How to Use the Jet Lag Calculator if You’re Not Actually Travelling

People with mood disorders often struggle to establish healthy circadian rhythms.  They often go to sleep later than they should, and wake up later as well.  This affects mood as well as ability to participate in normal life.  For someone who is going to sleep at 4:00 am and waking up at 1:00 pm, changing to a better sleep pattern can be a real challenge.  We recommend making the change gradually, rather than trying to jump into a midnight-to-seven-am schedule all at once.

A change in circadian rhythm of this magnitude is actually similar to flying across several time zones and then trying to adjust to the sleep and wake schedule of the new place.  Considerable research has gone into the experience of jet lag, which turns out to also be of value to the insomniac struggling with establishing a healthy daily routine while staying at home.

We have found the “Jet Lag Calculator” to be helpful for insomnia related to mood disorder, and we recommend giving this site a try for your own sleep schedule planning.  Since you’re not taking a big trip to an exotic location, you may need to re-run the calculator several times to gradually move to the new circadian schedule.  In its intended context, the jet lag calculator only gives you six days to adjust your schedule, assuming that your underlying sleep routine is basically healthy and traveling to a new time zone is just one big jump.  Even with this caution, we suggest the calculator may help.

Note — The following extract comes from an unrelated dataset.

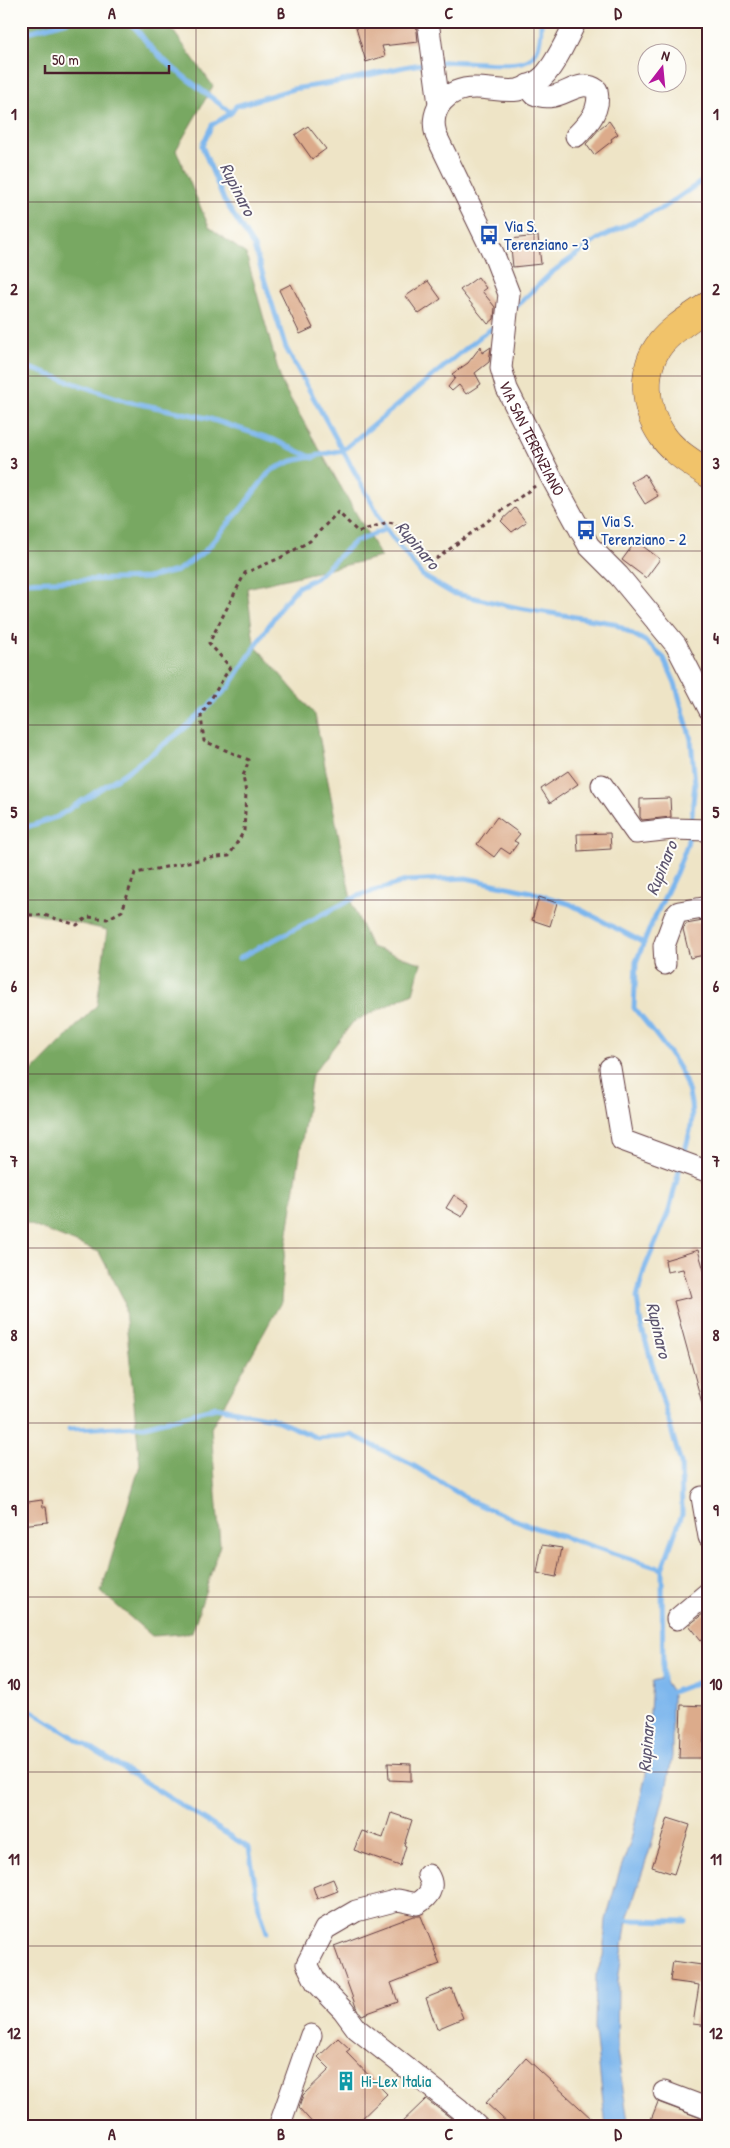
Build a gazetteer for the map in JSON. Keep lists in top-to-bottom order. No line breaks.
{"streets":{"street":["VIA SAN TERENZIANO"]},"water":["Rupinaro"],"places":{"bus stop":["Via S. Terenziano - 3","Via S. Terenziano - 2"],"building":["Hi-Lex Italia"]},"scale_bar":"50 m","north":"top","grid":{"columns":["A","B","C","D"],"rows":["1","2","3","4","5","6","7","8","9","10","11","12"]}}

Step one:  Determine your own current sleep schedule and your target schedule.  For example, the person in paragraph one who goes to sleep at 4:00 am may want to establish a daily rhythm of an 11:00 pm bedtime.  This would ideally be followed by seven or eight hours’ sleep, giving a wake time of 6 or 7 am.

Step two:  Figure out how this change maps onto a time zone map, which you would be using if traveling to a distant location.  From 4:00 am back to 11:00 pm is a five hour change, similar to a trip from Honolulu to New York, so enter your target sleep time in the “normal sleep” box at the top of the calculator (the times that appear beside the cities are your flight times which, if not traveling, you can ignore).

Basically, the advice is not to try to jump all at once into the new schedule, but rather to go to bed one hour earlier (or later) each day until the new pattern is established.

Step three: Skipping the plane travel on Day 3, you just go to bed one hour earlier each day until you reach the target time on Day 5.  The other part of the recommendation is that you make an effort to “be in lighter environments” upon waking, which will be one hour earlier each day.  You could use a full-spectrum light, or make sure to drink your morning coffee sitting in a sunny window, or walking outside where you are getting more light.

Conversely, if you want to sleep later and wake up later, try to be in a lighter environment for the last two or three hours of the day, which helps you stay awake until bedtime.